Why can't he sell the timeshare? There are people out there that would be interested in it. Also, does he have written proof that he brought the money that is currently locked down into the marriage? If he has written proof of this, he may very well have a very good argument about who it belongs to regardless of it being put into a joint account. Was it an inheritance or something else? You don't have to go into specifics.

You are going to be okay no matter what happens. You will need to start shopping more wisely and if need be, once your son is off to college, if he goes away, you can rent out a room if it comes to that. There are so many things you can do to help yourself financially...you just have to breathe, step back and not allow fear to drive your bus. I know how you feel, I was bouncing all over the place when my xh left, but I had to put the brakes on the fear and start figuring out how I was going to make ends meet. My xh left me with $13,000 worth of debt and he refused to pay any of the joint debt that he helped incur. I cut corners, I worked a lot of overtime and I doubled up on payments whenever I could. It took me about a year to clear the debt and I'm glad that it is all behind me. Meanwhile, while I was trying to clear the credit card debit, my xh was out there attempting to use the joint cards, but I had reported them lost and had the balances placed on a new card so that I could ensure he didn't run them up on the old cards.

At some point, you need to sit down and make a list of your expenditures, take a look at what you actually use and don't use and begin cutting them down to only what you need once your son is off to college.

You have nothing to fear but fear itself. Trust me, once you kick fear to the curb, you will be just fine.


The timeshare is worthless - they always are but this is something my H wanted - he has always said he accepts that he was responsible for this.

You cannot even give these things away - it would have to be paid off and then hope you can find someone willing to take it for the cost of title changing. He is stuck paying regardless. He is just trying to find something to complain about.

I'm good with a budget - in 10yr we lived a great life with expensive vacas and still managed to sock a way over a quarter million. I will be fine unless he dumps the timeshare and the car on me... that will be difficult.

THE MONEY IS HIS.

My atty knows this but still states its marital money. If I release before we have an agreement in place I lose my leverage with retirement accounts. When we first married money was tight so we only contributed to his 401k due to the amount we could leverage and cost of the account. My atty wants everything locked down until we have a settlement in place.

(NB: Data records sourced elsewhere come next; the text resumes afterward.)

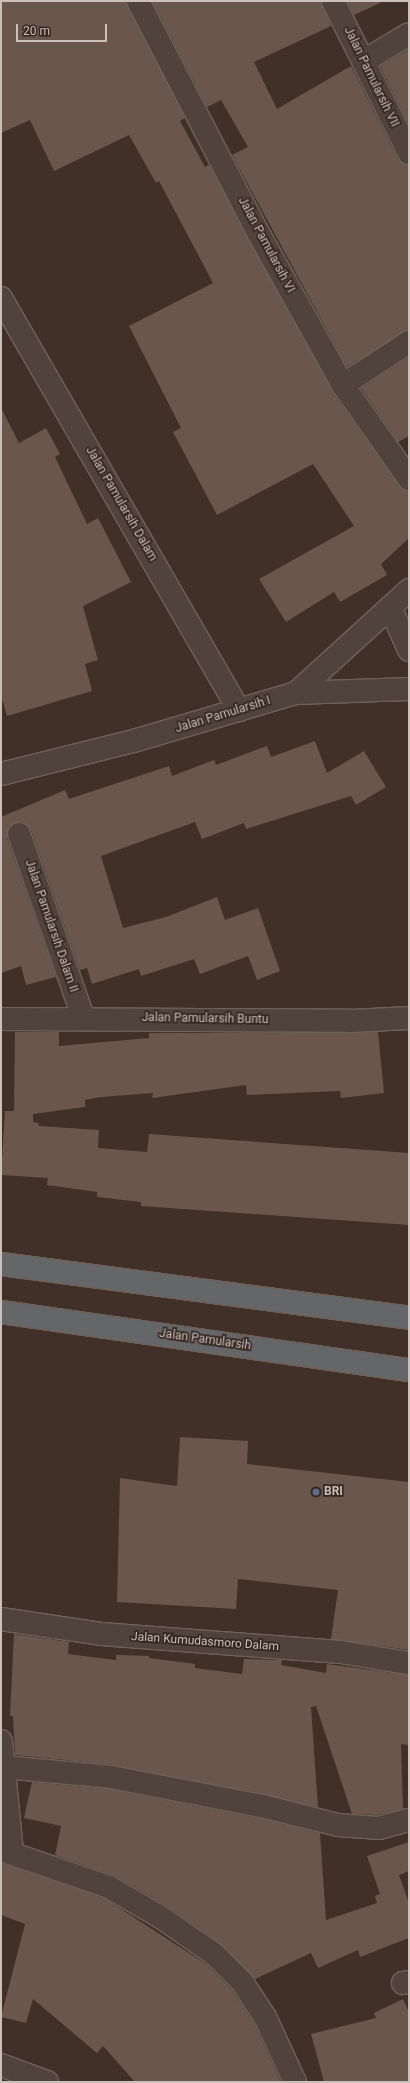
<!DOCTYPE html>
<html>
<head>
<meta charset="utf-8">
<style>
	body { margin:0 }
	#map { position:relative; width:410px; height:2083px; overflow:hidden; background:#403028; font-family:Roboto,sans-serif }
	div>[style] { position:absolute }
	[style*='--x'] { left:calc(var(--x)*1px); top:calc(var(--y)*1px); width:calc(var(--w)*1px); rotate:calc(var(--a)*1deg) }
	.building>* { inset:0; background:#69574e }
	.roads { filter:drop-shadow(1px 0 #6e615a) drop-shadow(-1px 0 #6e615a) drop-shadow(0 1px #6e615a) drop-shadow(0 -1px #6e615a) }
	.minor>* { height:22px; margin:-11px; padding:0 11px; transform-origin:11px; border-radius:11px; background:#50433c }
	.trunk>* { height:22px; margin:-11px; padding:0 11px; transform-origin:11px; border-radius:11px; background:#656668 }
	.dots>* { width:11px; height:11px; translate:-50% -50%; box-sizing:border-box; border:2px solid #362721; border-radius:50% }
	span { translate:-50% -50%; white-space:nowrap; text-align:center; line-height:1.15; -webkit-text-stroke:3.5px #362721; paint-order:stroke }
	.street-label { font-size:12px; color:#cabfb9 }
	.poi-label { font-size:12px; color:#cabfb9; font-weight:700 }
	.left { translate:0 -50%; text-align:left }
	.frame { position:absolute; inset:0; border:2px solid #cabfb9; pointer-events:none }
	.scale { position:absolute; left:16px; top:24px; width:91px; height:18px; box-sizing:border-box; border:2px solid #cabfb9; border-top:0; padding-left:5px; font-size:12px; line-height:14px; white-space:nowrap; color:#cabfb9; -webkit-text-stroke:3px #362721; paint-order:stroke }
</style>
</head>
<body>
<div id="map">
	<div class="building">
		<div style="clip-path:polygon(1px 1px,126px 1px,185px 118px,180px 121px,205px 167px,209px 165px,332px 391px,399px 486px,409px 491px,409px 538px,381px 564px,387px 575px,340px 602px,334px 592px,286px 622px,259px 579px,354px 526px,313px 464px,217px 515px,173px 432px,181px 428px,129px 326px,213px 283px,159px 181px,156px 183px,129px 135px,54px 171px,30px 120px,1px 133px)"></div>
		<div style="clip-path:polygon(152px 1px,321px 1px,331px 26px,254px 62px,277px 109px,351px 66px,398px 159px,409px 165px,409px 330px,347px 367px,232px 155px,248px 147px,221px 100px,207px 107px)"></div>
		<div style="clip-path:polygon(347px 1px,384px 1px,354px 15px)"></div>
		<div style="clip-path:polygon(409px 49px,409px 125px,380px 66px)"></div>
		<div style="clip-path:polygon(409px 357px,409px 436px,398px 442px,361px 388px)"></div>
		<div style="clip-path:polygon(1px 408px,19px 443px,46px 428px,60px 454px,55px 457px,87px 524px,98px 518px,131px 582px,83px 606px,98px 660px,85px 664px,92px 691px,7px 716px,1px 695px)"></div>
		<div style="clip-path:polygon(315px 741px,327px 773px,364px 751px,386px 787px,356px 805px,351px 796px,246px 829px,244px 823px,202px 839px,195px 822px,101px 856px,123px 928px,166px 917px,217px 897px,225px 920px,258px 908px,280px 971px,257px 980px,248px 956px,200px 974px,194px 959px,141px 976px,139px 969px,92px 984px,87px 968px,80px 970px,31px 830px,21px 822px,9px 826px,7px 838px,56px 977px,26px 985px,21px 966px,1px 973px,1px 817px,65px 790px,69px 799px,169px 766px,172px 776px,214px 760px,216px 765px,267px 746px,271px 757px)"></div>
		<div style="clip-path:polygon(15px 1032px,59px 1032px,59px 1046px,149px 1038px,149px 1033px,378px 1032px,384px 1093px,341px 1098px,340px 1091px,247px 1095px,246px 1085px,152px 1098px,153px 1093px,101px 1097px,85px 1100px,85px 1107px,33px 1114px,33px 1122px,38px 1123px,39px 1126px,99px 1130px,98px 1148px,147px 1152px,149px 1134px,409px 1153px,409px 1225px,141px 1206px,141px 1202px,97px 1197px,97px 1192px,47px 1185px,48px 1178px,1px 1175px,5px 1111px,14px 1111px)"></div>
		<div style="clip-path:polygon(180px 1437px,248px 1441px,247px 1464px,409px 1482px,409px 1650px,331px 1639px,338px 1590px,238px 1579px,236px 1609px,117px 1602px,120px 1478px,177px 1486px)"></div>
		<div style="clip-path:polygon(14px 1634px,69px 1642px,68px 1654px,116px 1660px,116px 1655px,149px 1656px,149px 1658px,195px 1664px,195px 1668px,242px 1674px,244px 1659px,282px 1660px,281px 1665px,326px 1673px,327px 1664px,409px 1675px,409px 1745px,401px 1744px,403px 1809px,378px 1815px,352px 1814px,316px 1706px,311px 1707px,318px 1807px,113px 1765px,15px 1755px,13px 1716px,10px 1716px)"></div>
		<div style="clip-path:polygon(32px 1782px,109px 1789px,259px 1818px,320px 1833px,326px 1920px,377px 1903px,375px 1896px,380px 1894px,367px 1856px,409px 1842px,409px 1871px,399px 1875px,409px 1903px,409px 1938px,360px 1957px,358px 1950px,318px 1968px,311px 1953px,255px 1979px,221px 1944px,168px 1907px,115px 1876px,55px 1855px,61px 1826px,24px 1818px)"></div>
		<div style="clip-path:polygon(1px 1863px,104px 1898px,206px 1964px,232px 1990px,254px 2023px,281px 2082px,135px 2082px,103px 2046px,97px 2053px,33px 1999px,26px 2023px,1px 2017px,25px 1924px,1px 1915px)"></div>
		<div style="clip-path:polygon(403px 1999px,409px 2012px,409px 2082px,324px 2082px,311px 2034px,376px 2018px,374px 2013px)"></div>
	</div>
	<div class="roads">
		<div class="minor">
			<div style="--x:138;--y:1;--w:265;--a:62.6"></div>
			<div style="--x:260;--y:236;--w:171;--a:60.9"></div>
			<div style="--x:343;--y:385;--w:115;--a:54.9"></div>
			<div style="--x:333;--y:1;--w:170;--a:63.4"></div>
			<div style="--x:364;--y:61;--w:52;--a:-31"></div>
			<div style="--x:1;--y:298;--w:476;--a:60"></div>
			<div style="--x:343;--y:385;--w:79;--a:-33.1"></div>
			<div style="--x:390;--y:607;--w:47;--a:66.2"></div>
			<div style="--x:296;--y:693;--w:113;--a:-2"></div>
			<div style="--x:1;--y:774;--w:140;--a:-14"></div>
			<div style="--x:137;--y:740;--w:166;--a:-16.5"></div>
			<div style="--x:296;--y:693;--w:153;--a:-42.3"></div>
			<div style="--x:19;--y:834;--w:194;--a:70.7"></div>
			<div style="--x:1;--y:1019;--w:350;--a:0.3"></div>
			<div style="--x:351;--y:1021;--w:58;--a:-3"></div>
			<div style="--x:1;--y:1619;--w:101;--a:8.5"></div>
			<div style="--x:101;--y:1634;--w:240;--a:4.3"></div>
			<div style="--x:340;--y:1652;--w:70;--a:9.1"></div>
			<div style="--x:1;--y:1741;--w:112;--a:84.3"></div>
			<div style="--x:4;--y:1767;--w:107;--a:5.3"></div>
			<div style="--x:111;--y:1777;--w:154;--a:10.9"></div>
			<div style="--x:262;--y:1806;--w:78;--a:14"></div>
			<div style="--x:338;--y:1825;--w:41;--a:4.2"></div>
			<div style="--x:379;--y:1828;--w:31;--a:-15"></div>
			<div style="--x:1;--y:1850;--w:114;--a:18.9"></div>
			<div style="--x:109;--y:1887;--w:61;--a:30.3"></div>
			<div style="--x:162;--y:1918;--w:63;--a:34.7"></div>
			<div style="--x:214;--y:1954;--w:40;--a:45"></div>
			<div style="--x:242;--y:1982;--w:42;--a:56.7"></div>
			<div style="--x:265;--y:2017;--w:72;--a:65.2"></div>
			<div style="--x:403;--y:1983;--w:6;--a:-9"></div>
			<div style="--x:1;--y:2065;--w:49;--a:20.3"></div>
		</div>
		<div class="trunk">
			<div style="--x:1;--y:1264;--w:412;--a:7.5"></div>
			<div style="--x:1;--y:1312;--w:412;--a:8.1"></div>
		</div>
	</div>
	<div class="dots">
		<div style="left:316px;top:1492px;background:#5c6f8a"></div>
	</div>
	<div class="street-label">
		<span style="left:371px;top:77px;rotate:64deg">Jalan Pamularsih VII</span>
		<span style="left:266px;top:245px;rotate:62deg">Jalan Pamularsih VI</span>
		<span style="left:121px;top:504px;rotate:60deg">Jalan Pamularsih Dalam</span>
		<span style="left:223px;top:715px;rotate:-17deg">Jalan Pamularsih I</span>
		<span style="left:51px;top:926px;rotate:71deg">Jalan Pamularsih Dalam II</span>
		<span style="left:205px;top:1019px;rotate:1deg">Jalan Pamularsih Buntu</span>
		<span style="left:205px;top:1340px;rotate:8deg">Jalan Pamularsih</span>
		<span style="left:205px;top:1642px;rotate:4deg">Jalan Kumudasmoro Dalam</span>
	</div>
	<div class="poi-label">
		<span class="left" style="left:324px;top:1492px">BRI</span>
	</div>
	<div class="frame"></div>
	<div class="scale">20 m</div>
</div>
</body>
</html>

H states he will not go after all my home equity because I owned the home before I married him... but my atty states legally he is entitled to his half of 100% of the equity. I only have his word he doesn't want it all but if it turns out I'm due more from his retirement than he feels is obliged he could change his mind.

When he left he voluntarily stated he would take the timeshare and give it to me when paid off and also pay of S18 car and sign it over to him when paid off.... NOW he is complaining on what he decided and dictated.

What else will he change his mind on???

I would just like to give him the money... but I'm paying my atty to be my legal rep and I need to take her advice. She stated once I release the funds and they are gone I may never see them again if I am awarded part due to settlement.

Its complicated AND it bites

Last edited by KitCat; 06/26/20 03:49 PM.